- Location of Murree Tehsil
- Country: Pakistan
- Region: Punjab
- District: Murree District
- Capital: Murree
- Towns: 1
- Union councils: 15

Population (2017)
- • Total: 233,471
- Time zone: UTC+5 (PKT)

= Murree Tehsil =

Murree Tehsil (تحصیل مری) is one of the two Tehsils (i.e. sub-divisions) of Murree District in the Punjab province of Pakistan.

Murree Tehsil is located in the northernmost part of Punjab province where it borders Khyber Pakhtunkhwa. The hill resort city of Murree is the capital city of this area.

==Administration==

Map showing Administrative subdivisions of Murree Tehsil.

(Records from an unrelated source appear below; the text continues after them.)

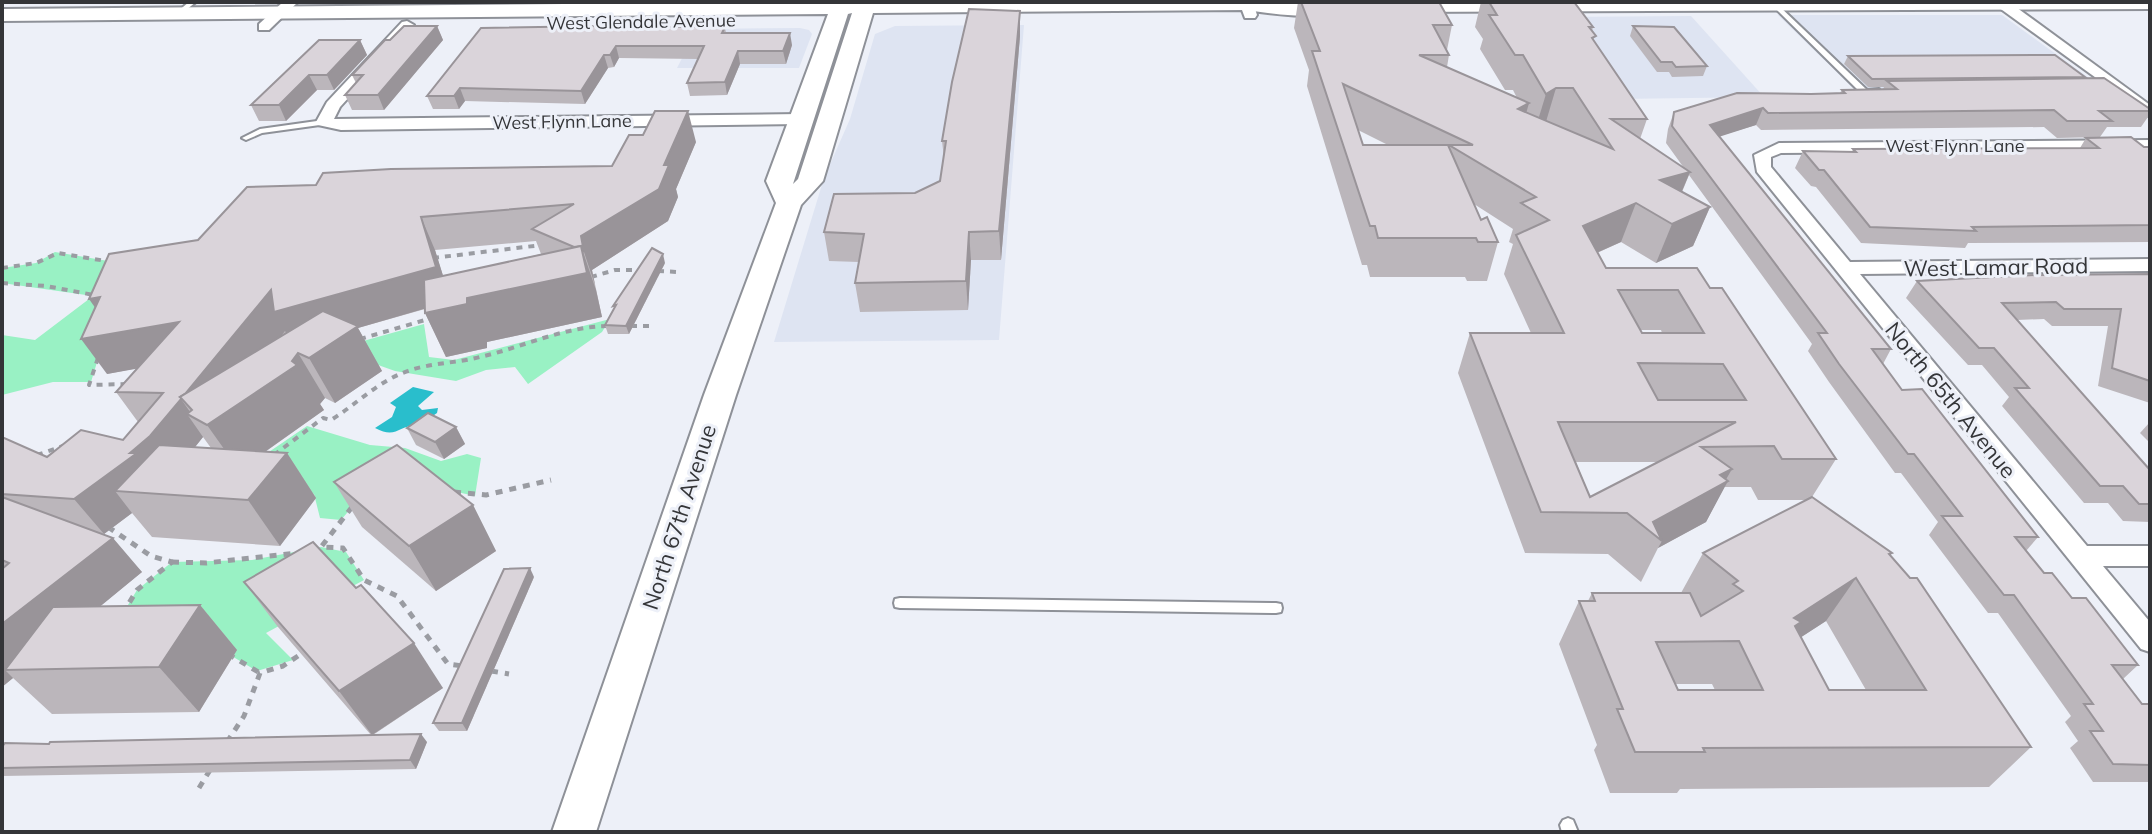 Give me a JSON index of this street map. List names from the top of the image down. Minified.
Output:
{"streets":{"main road":["West Glendale Avenue","North 67th Avenue"],"street":["West Flynn Lane","West Lamar Road","North 65th Avenue"]},"crossings":[["West Glendale Avenue","North 67th Avenue"],["West Flynn Lane","North 65th Avenue"],["West Flynn Lane","North 67th Avenue"],["West Lamar Road","North 65th Avenue"]]} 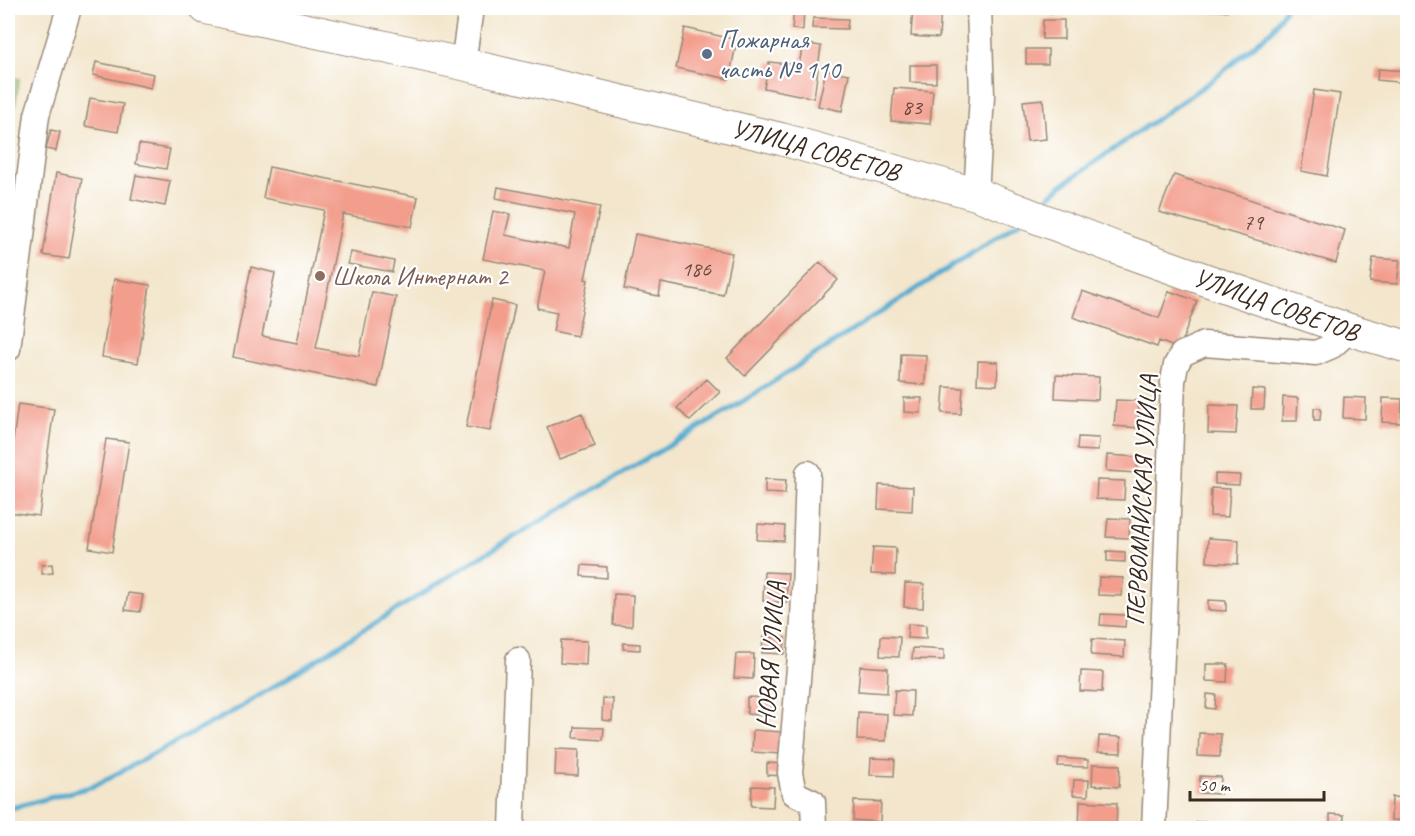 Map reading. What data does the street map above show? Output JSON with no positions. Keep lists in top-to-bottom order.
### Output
{
  "streets": {
    "main road": ["УЛИЦА СОВЕТОВ"],
    "street": ["ПЕРВОМАЙСКАЯ УЛИЦА", "НОВАЯ УЛИЦА"]
  },
  "crossings": [
    ["УЛИЦА СОВЕТОВ", "ПЕРВОМАЙСКАЯ УЛИЦА"]
  ],
  "places": ["Пожарная часть № 110", "Школа Интернат 2"],
  "house_numbers": ["83", "79", "186"],
  "scale_bar": "50 m"
}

Murree Tehsil is divided into 15 Union Councils. These are:

| UC | Name of Union |
|---|---|
| Uc-49 | Murree Urban |
| Uc-51 | Dewal |
| Uc-52 | Phagwari |
| Uc-53 | Potha Sharif |
| Uc-54 | Ghel |
| Uc-55 | Rawat |
| Uc-56 | Sehr Bagla |
| Uc-57 | Darya Gali |
| Uc-58 | Gora Gali |
| Uc-59 | Namble |
| Uc-60 | Mussiari |
| Uc-61 | Angoori |
| Uc-62 | Tret |
| Uc-63 | Charhan |
| Uc-64 | Ban BHUMROTE SAYDAN |

Note: The UC prefix is used for administration purposes as Rawalpindi District has a total of 90 Union Councils.

==2005 earthquake==
During the earthquake of 2005, 40% of houses in Murree tehsil were damaged or destroyed.

== Demographics ==

According to population census of 2017 Murree has a population of 233,017.